◆ What is being asked
Scan the entries below for the word "Southfork", then copy each line that holds it.

◆ Data to use
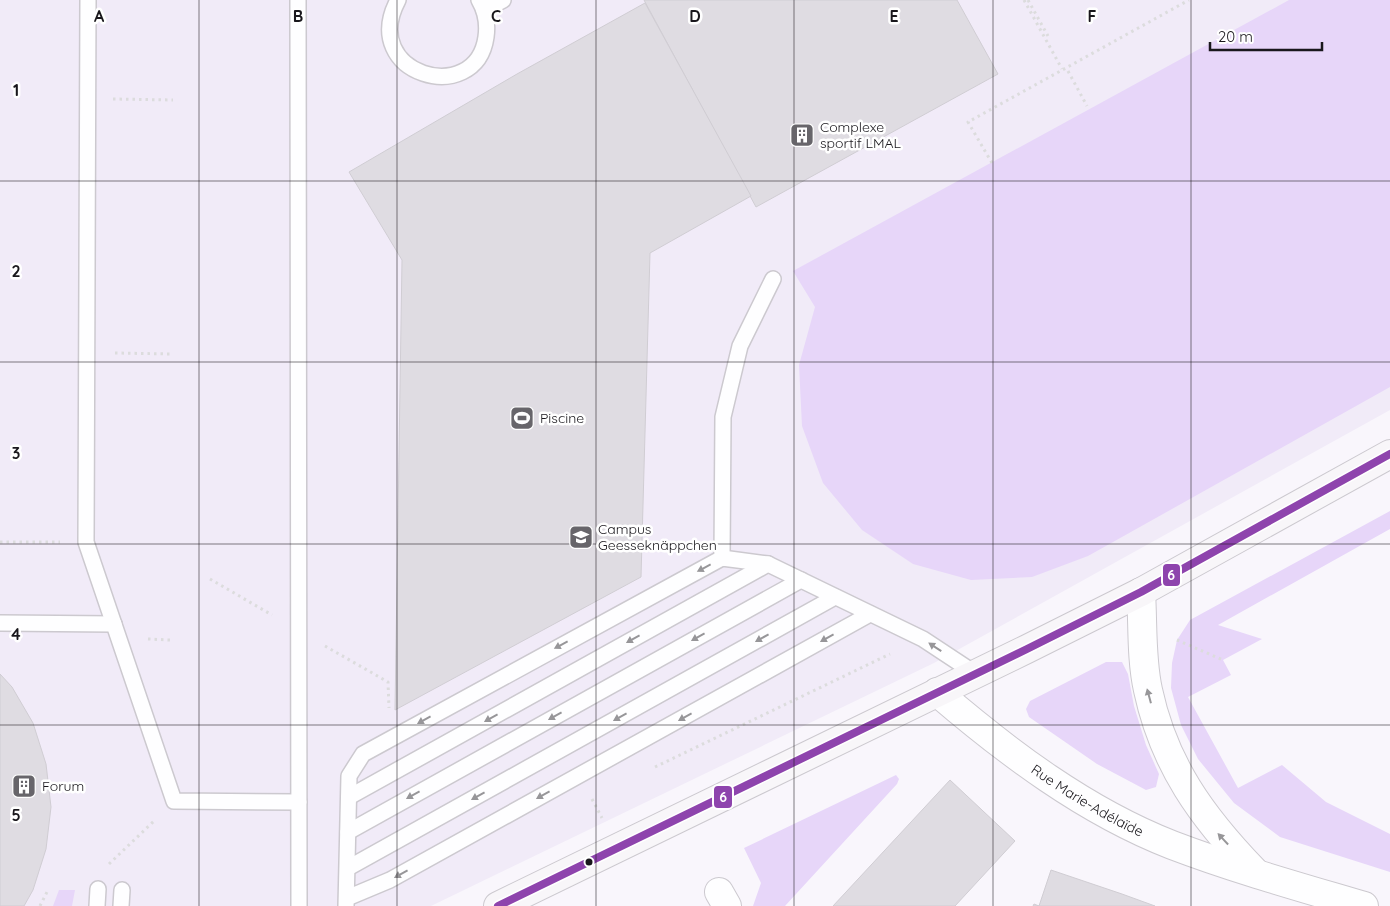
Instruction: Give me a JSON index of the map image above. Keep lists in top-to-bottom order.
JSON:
{
  "streets": {
    "street": ["Rue Marie-Adélaïde"]
  },
  "one_way": ["Rue Marie-Adélaïde"],
  "places": {
    "building": ["Complexe sportif LMAL", "Forum"],
    "sports": ["Piscine"],
    "school or university": ["Campus Geesseknäppchen"]
  },
  "lines": ["transit line 6"],
  "scale_bar": "20 m",
  "grid": {
    "columns": [
      "A",
      "B",
      "C",
      "D",
      "E",
      "F"
    ],
    "rows": [
      "1",
      "2",
      "3",
      "4",
      "5"
    ]
  }
}
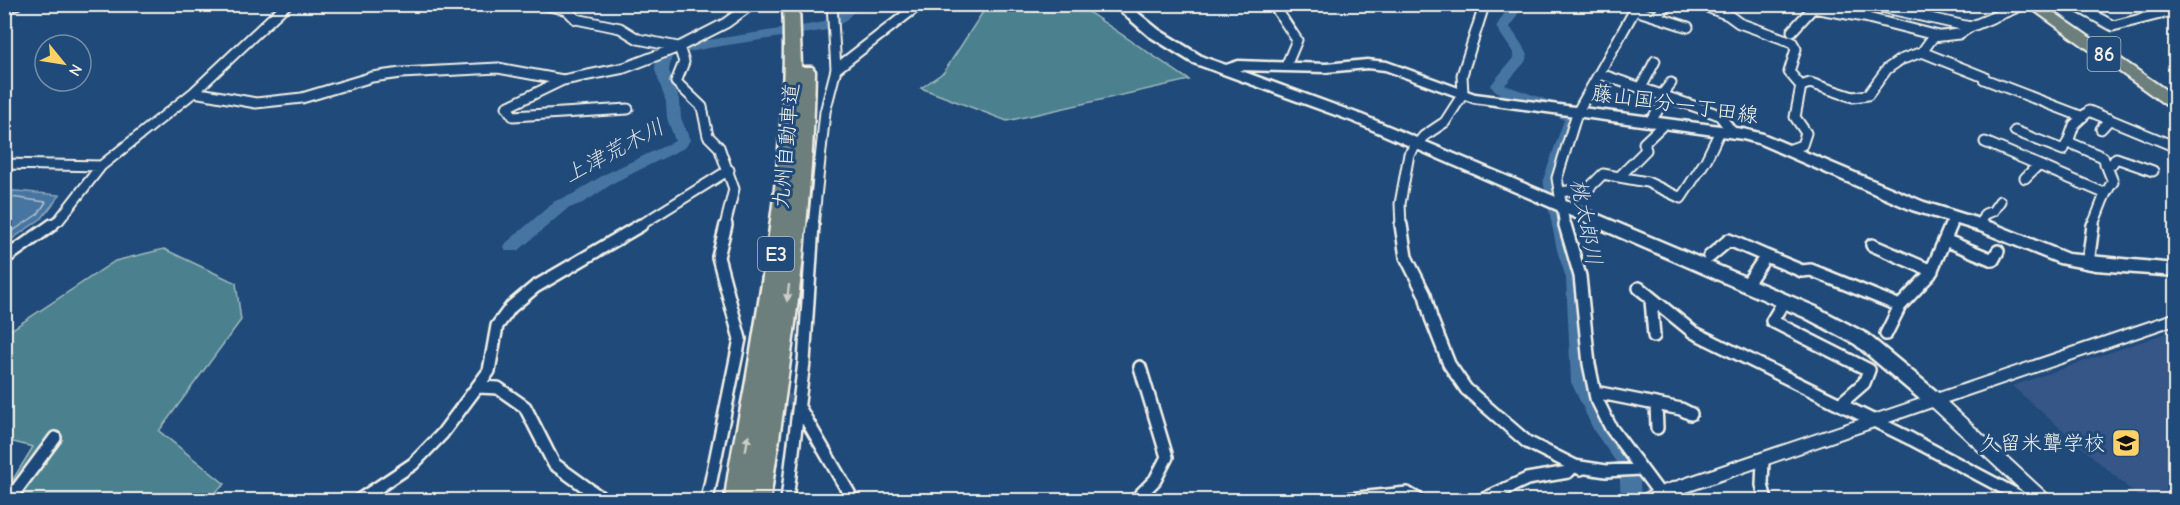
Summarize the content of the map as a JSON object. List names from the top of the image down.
{
  "streets": {
    "highway": ["九州自動車道", "E3"],
    "main road": ["86", "藤山国分一丁田線"]
  },
  "water": ["上津荒木川", "桃太郎川"],
  "places": {
    "school or university": ["久留米聾学校"]
  },
  "north": "bottom right"
}
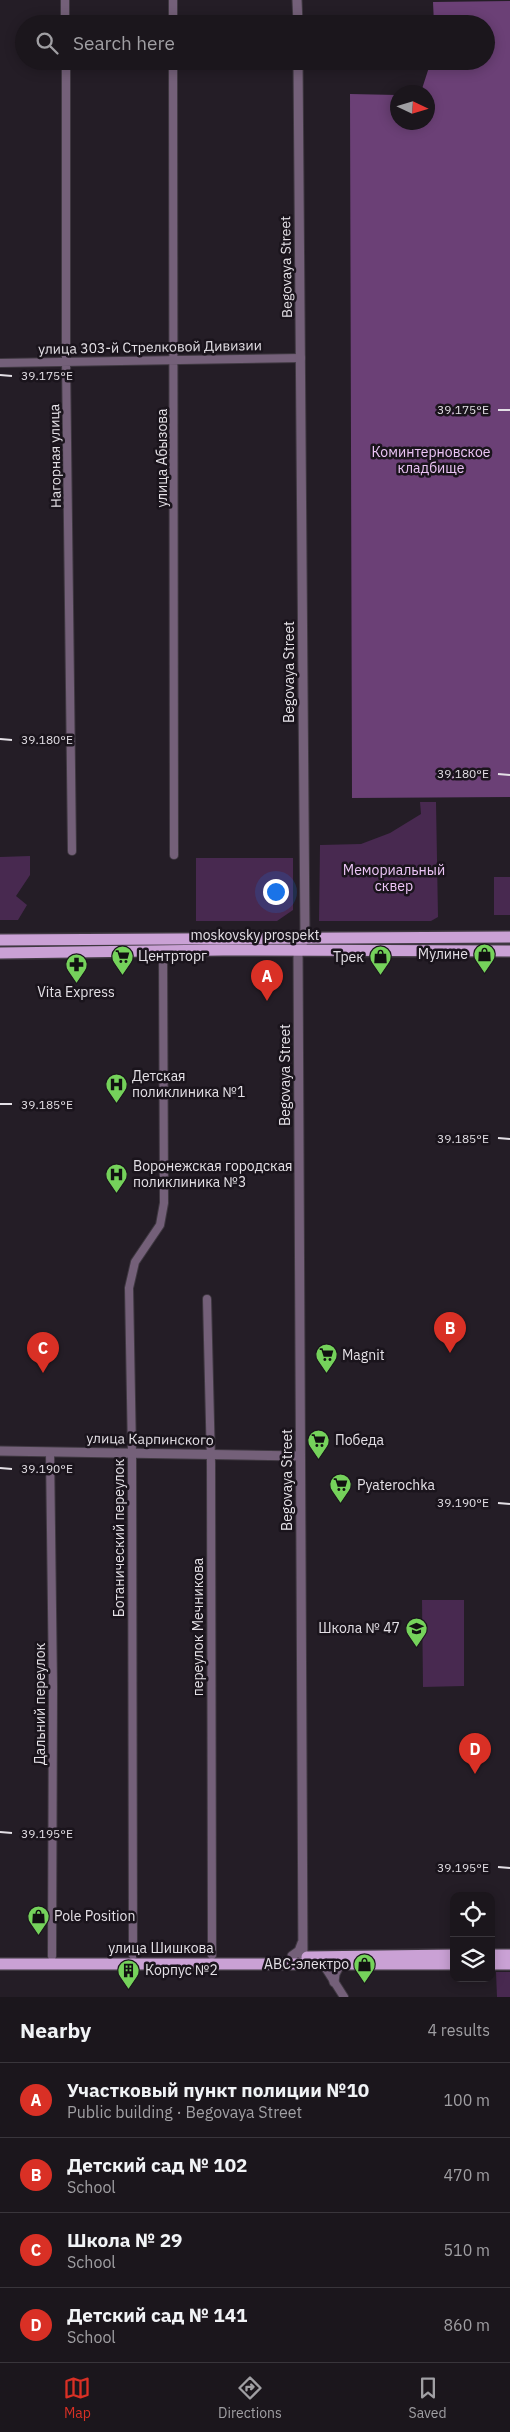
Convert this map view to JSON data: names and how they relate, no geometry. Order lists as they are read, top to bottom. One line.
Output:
{"streets":{"main road":["moskovsky prospekt","улица Шишкова"],"street":["Begovaya Street","улица 303-й Стрелковой Дивизии","Нагорная улица","улица Абызова","улица Карпинского","Ботанический переулок","переулок Мечникова","Дальний переулок"]},"crossings":[["Begovaya Street","улица 303-й Стрелковой Дивизии"],["Begovaya Street","moskovsky prospekt"],["Begovaya Street","улица Карпинского"],["улица 303-й Стрелковой Дивизии","Нагорная улица"],["улица 303-й Стрелковой Дивизии","улица Абызова"],["moskovsky prospekt","Ботанический переулок"],["улица Карпинского","Ботанический переулок"],["улица Карпинского","переулок Мечникова"],["улица Карпинского","Дальний переулок"],["Ботанический переулок","улица Шишкова"],["переулок Мечникова","улица Шишкова"],["Дальний переулок","улица Шишкова"]],"parks":["Коминтерновское кладбище","Мемориальный сквер"],"places":{"shop":["Мулине","Трек","Pole Position","АВС-электро"],"supermarket":["Центрторг","Magnit","Победа","Pyaterochka"],"pharmacy":["Vita Express"],"hospital":["Детская поликлиника №1","Воронежская городская поликлиника №3"],"school or university":["Школа № 47"],"building":["Корпус №2"]},"north":"right","page":{"search":"Search here","pins":["A","B","C","D"],"heading":["Nearby","4 results"],"list":[{"mark":"A","name":"Участковый пункт полиции №10","note":"Public building · Begovaya Street","value":"100 m"},{"mark":"B","name":"Детский сад № 102","note":"School","value":"470 m"},{"mark":"C","name":"Школа № 29","note":"School","value":"510 m"},{"mark":"D","name":"Детский сад № 141","note":"School","value":"860 m"}],"nav":["Map","Directions","Saved"]},"coordinates":["39.175°E","39.180°E","39.185°E","39.190°E","39.195°E"]}
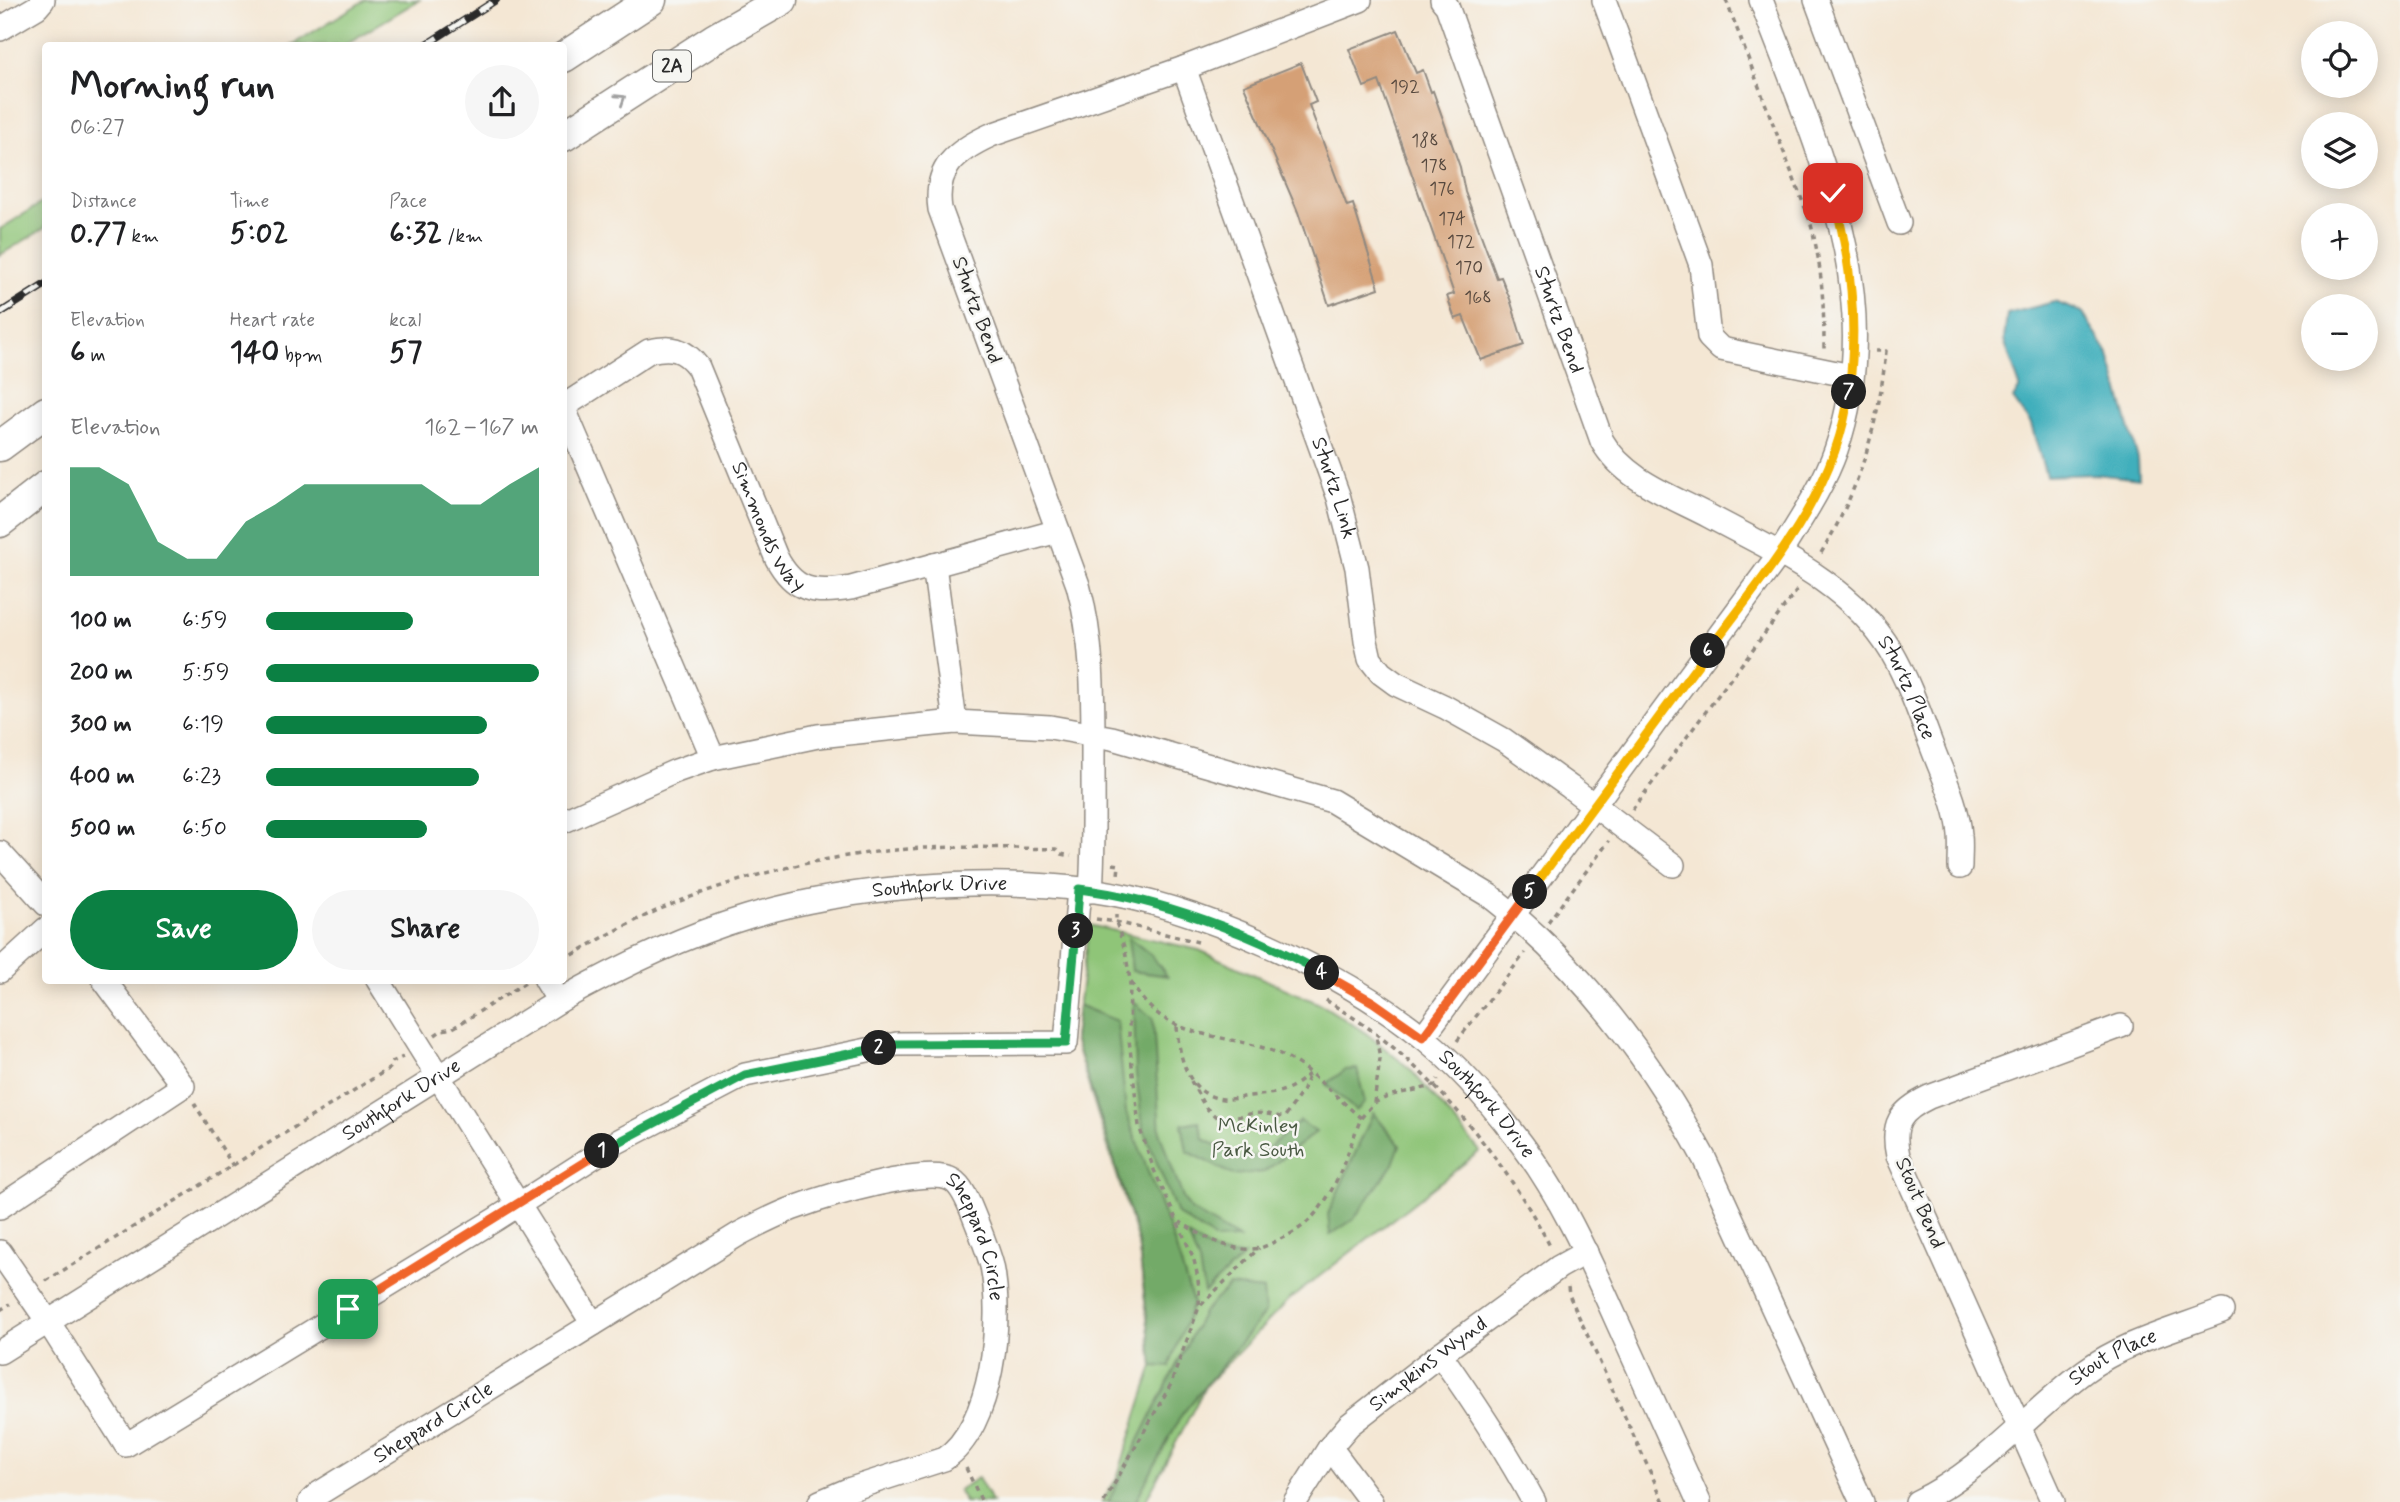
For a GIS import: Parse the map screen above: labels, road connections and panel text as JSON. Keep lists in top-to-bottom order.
{
  "streets": {
    "main road": ["2A"],
    "street": [
      "Sturtz Bend",
      "Sturtz Link",
      "Simmonds Way",
      "Sturtz Place",
      "Southfork Drive",
      "Stout Bend",
      "Sheppard Circle",
      "Stout Place",
      "Simpkins Wynd"
    ]
  },
  "crossings": [
    ["Sturtz Bend", "Sturtz Link"],
    ["Sturtz Bend", "Simmonds Way"],
    ["Sturtz Bend", "Sturtz Place"],
    ["Sturtz Bend", "Southfork Drive"],
    ["Southfork Drive", "Simpkins Wynd"],
    ["Stout Bend", "Stout Place"]
  ],
  "parks": ["McKinley Park South"],
  "house_numbers": [
    "192",
    "188",
    "178",
    "176",
    "174",
    "172",
    "170",
    "168"
  ],
  "page": {
    "map_buttons": ["+", "−"],
    "heading": ["Morning run", "06:27"],
    "stats": [
      ["Distance", "0.77 km"],
      ["Time", "5:02"],
      ["Pace", "6:32 /km"],
      ["Elevation", "6 m"],
      ["Heart rate", "140 bpm"],
      ["kcal", "57"]
    ],
    "pins": [
      "7",
      "6",
      "5",
      "3",
      "4",
      "2",
      "1"
    ],
    "chart": ["Elevation", "162–167 m"],
    "list": [
      {
        "name": "100 m",
        "note": "6:59"
      },
      {
        "name": "200 m",
        "note": "5:59"
      },
      {
        "name": "300 m",
        "note": "6:19"
      },
      {
        "name": "400 m",
        "note": "6:23"
      },
      {
        "name": "500 m",
        "note": "6:50"
      }
    ],
    "buttons": ["Save", "Share"]
  }
}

◆ Exercise result
      "Southfork Drive",
    ["Sturtz Bend", "Southfork Drive"],
    ["Southfork Drive", "Simpkins Wynd"],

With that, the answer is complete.